Ах, близок тот к богам, кому даёшь ночью
И днём уста твои, запрета не зная!
Ты ножку протяни! На след поставь! Ловко!
Красавицам красивое всегда впору!
Афиной сточена подошва, ты скажешь!
Теперь дай ногу ты! копыто со струпом,
А не сапог, — подмётку, видно, бык сделал!
Кердона домом я божуся! — так дивно
Сидеть не стала б обувь, как сидит эта:
А ты семь дариков не дашь мне за обувь,
Ты что ж, кобылка словно, ржёшь там у двери?
Будь то сандалии, иль, может быть, туфли,
Что дома носите, рабу за мной шлите!
Девятого, Метро, зайди — тебе дам я
Ту пару «раковых»! Кожух, что нас греет,
VII Сон
Поэт, выступающий в виде крестьянина.
Псилла, скотница.
Мегаллида, служанка-рабыня.
Аннат, домоправитель.
Поэт
Гей, Псилла! Встань! Ты до каких же пор будешь
Храпеть, раба? Свинью давно томит жажда!
Иль ждёшь, когда твой зад согреет луч солнца?
Лень беспробудная, как от такой спячки
Вставай, я говорю, и вздуй огонь живо,
Да со двора свинью гони-ка на волю…
Ворчи, чешись, пока не стану я рядом
И глупую башку не разобью палкой!
На пряжу ей начхать! И вот, когда нужны
Для жертв повязки, не найдёшь во всём доме
Хоть клок бы шерсти!
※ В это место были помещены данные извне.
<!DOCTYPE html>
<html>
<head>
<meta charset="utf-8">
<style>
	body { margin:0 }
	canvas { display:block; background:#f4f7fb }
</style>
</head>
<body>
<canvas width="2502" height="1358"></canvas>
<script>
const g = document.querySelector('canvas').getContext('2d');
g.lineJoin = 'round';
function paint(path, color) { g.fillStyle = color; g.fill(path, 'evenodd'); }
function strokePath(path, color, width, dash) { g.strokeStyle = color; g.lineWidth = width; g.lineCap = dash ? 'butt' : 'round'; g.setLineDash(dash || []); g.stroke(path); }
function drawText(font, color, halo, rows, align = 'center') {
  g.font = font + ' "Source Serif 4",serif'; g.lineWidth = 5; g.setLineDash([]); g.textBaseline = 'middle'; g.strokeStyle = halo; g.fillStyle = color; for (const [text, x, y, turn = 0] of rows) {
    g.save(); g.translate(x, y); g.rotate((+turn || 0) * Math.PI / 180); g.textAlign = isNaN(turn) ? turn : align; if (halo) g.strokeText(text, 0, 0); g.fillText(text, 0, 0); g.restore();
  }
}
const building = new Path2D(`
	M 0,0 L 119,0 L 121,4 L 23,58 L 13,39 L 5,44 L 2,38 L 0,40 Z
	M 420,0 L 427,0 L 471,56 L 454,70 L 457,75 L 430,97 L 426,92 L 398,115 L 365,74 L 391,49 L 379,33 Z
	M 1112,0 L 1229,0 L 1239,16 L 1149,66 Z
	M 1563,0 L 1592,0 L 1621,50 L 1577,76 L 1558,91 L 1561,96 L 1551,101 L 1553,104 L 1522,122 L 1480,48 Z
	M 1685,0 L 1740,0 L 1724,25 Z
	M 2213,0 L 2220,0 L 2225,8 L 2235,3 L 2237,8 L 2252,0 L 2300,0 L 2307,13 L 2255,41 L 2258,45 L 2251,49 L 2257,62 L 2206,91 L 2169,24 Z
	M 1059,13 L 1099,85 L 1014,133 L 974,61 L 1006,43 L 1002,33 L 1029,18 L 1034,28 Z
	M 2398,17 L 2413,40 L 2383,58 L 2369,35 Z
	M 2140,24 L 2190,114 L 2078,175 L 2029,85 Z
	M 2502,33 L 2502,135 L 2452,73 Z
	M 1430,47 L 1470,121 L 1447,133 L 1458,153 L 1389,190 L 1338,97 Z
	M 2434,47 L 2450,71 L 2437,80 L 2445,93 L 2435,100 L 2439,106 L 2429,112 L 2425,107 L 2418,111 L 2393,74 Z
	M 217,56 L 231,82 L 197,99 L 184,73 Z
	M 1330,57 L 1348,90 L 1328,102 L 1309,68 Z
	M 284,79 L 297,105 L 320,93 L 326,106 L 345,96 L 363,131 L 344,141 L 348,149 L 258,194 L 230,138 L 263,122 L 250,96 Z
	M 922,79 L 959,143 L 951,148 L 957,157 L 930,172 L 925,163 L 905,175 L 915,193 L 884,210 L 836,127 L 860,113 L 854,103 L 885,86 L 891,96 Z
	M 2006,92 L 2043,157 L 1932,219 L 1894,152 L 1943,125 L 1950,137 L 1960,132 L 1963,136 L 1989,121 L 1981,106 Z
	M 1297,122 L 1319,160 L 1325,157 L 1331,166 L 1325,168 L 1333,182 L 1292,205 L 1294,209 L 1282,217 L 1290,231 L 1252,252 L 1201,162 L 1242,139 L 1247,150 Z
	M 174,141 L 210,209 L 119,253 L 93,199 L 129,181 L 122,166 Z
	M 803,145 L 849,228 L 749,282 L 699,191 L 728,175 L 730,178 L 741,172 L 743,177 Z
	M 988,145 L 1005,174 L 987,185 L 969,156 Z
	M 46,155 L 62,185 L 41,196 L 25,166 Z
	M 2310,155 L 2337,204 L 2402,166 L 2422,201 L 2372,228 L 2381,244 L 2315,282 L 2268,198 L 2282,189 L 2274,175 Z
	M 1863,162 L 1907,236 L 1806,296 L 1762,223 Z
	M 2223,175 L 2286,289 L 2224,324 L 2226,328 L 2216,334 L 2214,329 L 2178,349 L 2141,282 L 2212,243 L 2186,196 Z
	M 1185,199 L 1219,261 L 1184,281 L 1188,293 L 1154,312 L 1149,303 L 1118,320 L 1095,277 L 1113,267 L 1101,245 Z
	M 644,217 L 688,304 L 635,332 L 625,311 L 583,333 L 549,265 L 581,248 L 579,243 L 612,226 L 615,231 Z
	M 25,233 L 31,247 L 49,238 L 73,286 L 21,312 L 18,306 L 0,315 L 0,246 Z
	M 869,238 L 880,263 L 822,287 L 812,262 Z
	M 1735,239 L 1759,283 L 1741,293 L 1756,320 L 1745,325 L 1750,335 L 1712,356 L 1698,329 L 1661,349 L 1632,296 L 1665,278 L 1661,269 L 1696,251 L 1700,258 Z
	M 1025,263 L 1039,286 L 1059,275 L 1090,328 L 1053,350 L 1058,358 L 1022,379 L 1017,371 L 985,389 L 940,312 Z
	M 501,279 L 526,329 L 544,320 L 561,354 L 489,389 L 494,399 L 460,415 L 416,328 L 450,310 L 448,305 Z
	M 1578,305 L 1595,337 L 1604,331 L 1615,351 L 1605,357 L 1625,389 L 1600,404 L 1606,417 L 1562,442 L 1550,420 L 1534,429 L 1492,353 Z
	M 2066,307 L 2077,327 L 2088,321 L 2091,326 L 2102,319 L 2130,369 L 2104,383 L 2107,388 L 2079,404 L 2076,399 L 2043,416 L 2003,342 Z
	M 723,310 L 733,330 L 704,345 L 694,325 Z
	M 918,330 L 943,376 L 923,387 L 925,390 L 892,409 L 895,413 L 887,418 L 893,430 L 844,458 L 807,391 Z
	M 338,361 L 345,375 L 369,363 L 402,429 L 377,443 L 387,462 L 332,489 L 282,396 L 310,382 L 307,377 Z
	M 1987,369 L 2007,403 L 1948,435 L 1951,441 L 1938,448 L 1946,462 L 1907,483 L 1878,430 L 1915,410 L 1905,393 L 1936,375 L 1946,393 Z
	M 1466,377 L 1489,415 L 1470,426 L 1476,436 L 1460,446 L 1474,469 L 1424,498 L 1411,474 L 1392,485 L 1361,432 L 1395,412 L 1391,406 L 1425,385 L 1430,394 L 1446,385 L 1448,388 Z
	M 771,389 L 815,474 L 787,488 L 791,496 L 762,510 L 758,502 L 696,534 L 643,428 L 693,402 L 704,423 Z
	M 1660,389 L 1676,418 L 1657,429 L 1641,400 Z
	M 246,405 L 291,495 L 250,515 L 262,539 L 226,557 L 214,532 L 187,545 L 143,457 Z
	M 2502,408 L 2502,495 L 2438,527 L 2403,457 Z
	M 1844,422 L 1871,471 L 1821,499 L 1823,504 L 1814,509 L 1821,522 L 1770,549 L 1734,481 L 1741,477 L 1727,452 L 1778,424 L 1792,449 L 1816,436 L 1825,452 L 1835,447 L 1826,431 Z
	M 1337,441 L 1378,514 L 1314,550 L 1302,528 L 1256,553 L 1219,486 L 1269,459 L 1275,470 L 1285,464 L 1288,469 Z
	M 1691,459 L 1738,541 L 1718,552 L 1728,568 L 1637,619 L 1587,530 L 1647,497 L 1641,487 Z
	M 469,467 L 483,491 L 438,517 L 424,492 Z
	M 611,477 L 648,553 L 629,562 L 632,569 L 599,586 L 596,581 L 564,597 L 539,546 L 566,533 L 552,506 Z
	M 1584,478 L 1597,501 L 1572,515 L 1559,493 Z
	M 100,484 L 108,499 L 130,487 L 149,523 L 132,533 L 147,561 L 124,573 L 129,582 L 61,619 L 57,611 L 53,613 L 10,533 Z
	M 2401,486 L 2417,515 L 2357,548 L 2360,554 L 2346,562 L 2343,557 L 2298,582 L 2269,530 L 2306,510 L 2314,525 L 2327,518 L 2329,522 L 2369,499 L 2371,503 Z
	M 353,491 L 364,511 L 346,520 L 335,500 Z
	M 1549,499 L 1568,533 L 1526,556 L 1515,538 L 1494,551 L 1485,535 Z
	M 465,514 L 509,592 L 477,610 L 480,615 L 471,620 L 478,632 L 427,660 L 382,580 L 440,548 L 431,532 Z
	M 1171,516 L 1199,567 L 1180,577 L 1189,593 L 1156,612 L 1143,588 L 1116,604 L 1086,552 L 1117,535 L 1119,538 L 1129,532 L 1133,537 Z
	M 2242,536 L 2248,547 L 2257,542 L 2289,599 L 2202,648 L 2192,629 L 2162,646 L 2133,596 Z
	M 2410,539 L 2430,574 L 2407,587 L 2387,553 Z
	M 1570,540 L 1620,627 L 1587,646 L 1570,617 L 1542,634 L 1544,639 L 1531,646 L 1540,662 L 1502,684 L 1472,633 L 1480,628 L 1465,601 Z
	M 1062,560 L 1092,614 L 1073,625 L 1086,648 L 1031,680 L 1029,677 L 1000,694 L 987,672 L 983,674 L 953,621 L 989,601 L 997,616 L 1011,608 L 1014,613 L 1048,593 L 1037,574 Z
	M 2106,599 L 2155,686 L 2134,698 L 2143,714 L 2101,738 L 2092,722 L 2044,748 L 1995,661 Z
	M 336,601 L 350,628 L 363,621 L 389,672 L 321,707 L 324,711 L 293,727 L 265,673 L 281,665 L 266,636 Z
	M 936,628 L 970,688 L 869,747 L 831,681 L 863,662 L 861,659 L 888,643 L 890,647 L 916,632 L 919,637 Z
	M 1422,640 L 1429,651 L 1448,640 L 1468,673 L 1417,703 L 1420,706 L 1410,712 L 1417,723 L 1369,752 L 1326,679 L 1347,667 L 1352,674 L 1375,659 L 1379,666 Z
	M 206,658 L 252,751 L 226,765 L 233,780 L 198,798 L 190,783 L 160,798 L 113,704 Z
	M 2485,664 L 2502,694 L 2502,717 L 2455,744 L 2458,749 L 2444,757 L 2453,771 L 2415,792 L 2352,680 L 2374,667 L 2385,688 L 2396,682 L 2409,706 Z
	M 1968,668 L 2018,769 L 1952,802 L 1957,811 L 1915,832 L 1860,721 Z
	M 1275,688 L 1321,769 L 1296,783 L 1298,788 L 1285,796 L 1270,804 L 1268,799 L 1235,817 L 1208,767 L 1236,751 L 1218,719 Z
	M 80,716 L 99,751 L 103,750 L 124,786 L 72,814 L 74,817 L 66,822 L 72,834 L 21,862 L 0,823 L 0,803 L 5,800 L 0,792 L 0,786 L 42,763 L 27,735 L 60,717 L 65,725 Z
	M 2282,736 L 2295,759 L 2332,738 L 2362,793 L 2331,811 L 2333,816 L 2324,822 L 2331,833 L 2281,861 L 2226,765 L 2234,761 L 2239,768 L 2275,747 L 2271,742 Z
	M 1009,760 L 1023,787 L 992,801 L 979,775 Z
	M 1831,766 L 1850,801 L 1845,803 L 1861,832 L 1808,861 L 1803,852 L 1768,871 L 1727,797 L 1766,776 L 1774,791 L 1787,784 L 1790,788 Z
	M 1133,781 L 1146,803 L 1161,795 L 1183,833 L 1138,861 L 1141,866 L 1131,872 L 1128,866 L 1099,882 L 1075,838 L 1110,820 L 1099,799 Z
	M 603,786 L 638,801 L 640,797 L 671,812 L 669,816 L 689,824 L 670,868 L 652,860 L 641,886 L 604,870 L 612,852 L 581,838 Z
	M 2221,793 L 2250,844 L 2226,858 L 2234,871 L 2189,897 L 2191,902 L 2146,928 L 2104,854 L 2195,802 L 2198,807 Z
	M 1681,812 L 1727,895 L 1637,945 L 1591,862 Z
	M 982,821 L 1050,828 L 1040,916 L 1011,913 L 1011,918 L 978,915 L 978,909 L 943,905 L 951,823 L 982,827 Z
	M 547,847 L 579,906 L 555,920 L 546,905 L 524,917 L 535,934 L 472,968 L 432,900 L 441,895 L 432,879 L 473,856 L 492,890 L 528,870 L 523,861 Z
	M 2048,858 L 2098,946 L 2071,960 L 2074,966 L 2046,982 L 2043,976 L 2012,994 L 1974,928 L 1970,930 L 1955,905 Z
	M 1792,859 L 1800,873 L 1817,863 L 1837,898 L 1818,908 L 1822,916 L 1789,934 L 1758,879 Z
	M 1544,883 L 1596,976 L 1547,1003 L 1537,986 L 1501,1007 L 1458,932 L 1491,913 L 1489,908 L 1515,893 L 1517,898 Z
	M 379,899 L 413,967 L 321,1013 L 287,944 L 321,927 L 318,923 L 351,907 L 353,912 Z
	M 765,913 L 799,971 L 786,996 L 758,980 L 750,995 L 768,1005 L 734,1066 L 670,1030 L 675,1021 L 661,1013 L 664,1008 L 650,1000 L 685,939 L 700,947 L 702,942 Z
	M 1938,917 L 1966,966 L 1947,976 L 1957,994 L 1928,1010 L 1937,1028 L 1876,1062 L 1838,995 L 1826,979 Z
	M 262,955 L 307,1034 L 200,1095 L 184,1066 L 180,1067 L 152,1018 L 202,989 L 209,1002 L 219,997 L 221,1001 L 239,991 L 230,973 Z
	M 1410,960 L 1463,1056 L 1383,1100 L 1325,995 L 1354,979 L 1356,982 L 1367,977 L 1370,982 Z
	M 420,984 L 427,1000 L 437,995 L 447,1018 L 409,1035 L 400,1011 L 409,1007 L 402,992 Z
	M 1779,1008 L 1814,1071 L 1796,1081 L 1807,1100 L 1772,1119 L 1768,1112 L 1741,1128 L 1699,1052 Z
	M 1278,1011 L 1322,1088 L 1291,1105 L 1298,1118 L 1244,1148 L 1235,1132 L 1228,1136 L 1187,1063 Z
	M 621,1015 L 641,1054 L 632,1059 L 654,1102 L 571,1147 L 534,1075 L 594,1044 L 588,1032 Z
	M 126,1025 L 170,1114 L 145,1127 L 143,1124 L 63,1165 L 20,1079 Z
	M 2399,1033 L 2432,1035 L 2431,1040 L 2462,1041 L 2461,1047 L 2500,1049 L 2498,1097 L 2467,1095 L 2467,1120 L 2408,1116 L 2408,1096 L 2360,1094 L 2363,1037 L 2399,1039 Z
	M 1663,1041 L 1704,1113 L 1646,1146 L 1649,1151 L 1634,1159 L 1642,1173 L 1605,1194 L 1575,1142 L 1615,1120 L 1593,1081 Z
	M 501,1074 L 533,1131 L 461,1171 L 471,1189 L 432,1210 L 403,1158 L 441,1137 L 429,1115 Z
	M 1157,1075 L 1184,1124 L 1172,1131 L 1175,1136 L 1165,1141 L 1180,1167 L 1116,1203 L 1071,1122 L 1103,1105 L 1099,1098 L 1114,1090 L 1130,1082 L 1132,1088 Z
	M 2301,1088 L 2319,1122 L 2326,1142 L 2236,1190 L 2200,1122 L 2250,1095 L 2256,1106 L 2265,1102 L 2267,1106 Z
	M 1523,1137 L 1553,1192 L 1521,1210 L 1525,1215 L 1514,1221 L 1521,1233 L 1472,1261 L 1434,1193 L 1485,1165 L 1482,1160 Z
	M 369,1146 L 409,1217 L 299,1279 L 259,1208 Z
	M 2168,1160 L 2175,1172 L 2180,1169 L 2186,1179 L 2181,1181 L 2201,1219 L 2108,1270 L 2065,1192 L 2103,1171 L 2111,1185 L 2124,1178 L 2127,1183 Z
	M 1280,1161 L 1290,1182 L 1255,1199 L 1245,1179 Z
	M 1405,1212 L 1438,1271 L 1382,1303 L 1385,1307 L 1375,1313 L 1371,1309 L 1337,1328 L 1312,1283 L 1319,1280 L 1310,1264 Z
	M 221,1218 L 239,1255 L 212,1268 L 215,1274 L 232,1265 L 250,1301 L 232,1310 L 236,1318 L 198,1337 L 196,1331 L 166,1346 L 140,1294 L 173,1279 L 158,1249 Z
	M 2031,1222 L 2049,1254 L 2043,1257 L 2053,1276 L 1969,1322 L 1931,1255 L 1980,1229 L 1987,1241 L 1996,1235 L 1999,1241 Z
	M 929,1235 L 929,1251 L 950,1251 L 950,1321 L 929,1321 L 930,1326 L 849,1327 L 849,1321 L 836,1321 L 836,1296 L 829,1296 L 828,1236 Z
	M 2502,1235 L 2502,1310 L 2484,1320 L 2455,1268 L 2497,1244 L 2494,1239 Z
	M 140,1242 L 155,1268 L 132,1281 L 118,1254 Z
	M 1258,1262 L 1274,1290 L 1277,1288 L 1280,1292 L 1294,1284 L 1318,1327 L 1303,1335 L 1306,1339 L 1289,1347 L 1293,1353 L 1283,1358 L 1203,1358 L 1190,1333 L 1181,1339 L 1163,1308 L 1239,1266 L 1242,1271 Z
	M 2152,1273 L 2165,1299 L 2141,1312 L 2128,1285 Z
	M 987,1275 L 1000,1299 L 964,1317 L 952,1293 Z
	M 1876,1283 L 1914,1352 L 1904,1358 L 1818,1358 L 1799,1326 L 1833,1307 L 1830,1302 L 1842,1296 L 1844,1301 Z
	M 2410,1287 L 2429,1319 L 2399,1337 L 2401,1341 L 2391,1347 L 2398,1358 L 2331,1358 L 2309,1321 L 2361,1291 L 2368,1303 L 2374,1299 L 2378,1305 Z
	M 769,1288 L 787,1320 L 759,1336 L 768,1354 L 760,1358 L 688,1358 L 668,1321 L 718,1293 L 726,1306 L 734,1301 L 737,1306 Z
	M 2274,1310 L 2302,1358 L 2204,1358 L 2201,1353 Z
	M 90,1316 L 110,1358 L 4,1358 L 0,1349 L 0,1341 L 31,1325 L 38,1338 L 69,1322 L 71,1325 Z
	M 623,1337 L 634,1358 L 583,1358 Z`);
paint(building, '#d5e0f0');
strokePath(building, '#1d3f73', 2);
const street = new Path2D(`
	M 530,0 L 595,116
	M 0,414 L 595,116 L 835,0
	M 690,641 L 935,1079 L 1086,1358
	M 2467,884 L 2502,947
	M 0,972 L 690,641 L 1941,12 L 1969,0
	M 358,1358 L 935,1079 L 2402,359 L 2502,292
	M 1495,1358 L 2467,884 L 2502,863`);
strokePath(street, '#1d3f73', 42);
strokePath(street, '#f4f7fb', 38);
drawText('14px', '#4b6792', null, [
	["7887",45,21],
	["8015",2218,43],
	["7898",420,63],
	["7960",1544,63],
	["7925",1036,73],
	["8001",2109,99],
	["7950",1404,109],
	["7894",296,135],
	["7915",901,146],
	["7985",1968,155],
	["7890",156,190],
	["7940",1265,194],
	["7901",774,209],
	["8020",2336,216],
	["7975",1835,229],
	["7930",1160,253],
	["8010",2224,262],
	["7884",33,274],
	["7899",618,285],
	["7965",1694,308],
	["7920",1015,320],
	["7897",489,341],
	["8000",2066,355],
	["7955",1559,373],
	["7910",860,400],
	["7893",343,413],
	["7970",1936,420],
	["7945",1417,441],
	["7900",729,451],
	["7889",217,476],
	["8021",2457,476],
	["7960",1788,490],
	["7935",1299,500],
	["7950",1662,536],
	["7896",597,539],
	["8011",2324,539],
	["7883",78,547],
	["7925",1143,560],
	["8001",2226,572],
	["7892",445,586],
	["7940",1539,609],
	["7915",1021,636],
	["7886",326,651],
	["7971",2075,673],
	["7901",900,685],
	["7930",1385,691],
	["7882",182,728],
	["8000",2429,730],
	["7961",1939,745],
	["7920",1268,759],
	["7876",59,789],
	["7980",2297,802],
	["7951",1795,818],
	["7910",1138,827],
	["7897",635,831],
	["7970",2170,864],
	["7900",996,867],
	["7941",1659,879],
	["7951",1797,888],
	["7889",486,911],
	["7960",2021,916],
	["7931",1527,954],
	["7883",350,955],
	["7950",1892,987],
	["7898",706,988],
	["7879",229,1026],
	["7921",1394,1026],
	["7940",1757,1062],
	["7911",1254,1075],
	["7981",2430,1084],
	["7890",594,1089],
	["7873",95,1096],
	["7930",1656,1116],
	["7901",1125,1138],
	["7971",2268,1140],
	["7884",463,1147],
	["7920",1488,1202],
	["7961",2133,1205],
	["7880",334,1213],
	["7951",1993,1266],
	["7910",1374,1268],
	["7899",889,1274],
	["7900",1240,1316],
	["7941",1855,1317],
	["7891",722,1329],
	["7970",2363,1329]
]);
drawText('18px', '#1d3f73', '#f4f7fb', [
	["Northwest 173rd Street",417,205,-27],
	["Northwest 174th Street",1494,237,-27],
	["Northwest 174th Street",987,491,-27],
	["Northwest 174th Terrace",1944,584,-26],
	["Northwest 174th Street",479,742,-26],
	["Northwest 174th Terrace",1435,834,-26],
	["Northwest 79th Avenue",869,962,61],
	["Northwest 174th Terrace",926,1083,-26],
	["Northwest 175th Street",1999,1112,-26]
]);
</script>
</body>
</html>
Ну вставай же ты, лодырь!
А ты, Аннат, прослушать не ленись сон мой!
Мне снилось: я тащу через овраг длинный
Козла-бородача да с перекрутым рогом,
Когда ж его, как не брыкался он, к краю
Лесной лощины я стащил, из рук сразу
Стремглав туда помчавшись, где козопасы
Богиням из цветов и из плодов спелых
Плели венки, справляя чинно свой праздник,
Святого места я не тронул, но зверь мой
Отовсюду, как на татя, на него сразу
Все кинулись и к алтарю тащить стали.
А я пред светлые поставлен был очи
Красавца юного… Наверно, то бог был!
Как сядет, — выявлялся бёдр изгиб дивный.
Была оленья в крапинках вкруг чресл шкура,
А на плечах под цвет фиалок плащ лёгкий.
Чело венок плющевой обвивал плотно,
Обтягивал… Пред ним поцеловал землю
Я в страху божием, — судьёй для нас в споре
Он согласился быть и приказал сделать
Из козьей шкуры мех, надутый так плотно,
«На этот мех должны, — он продолжал, — прыгать
И бить его пятой; кто ж устоять сможет,
Тот, значит, лучше всех, — он награждён будет,
Как в Диониса хорах мы чиним это».
Одни свергались и о прах пятой били,
Те навзничь падали… И всё свелось сразу
К тому, Аннат, что там смешался смех с гневом!
Из всей большой толпы лишь я один дважды
Все крикнули, узрев, что мех меня держит.
За мной победу признавать стали,
А те — что исключить как чужака надо.
Тут кинулся ко мне старик с кривым носом,
Кожух, а на плечах его была шкура
Истёртая, а на ноге сапог грубый,
И крепкой взмахивала длань его палкой.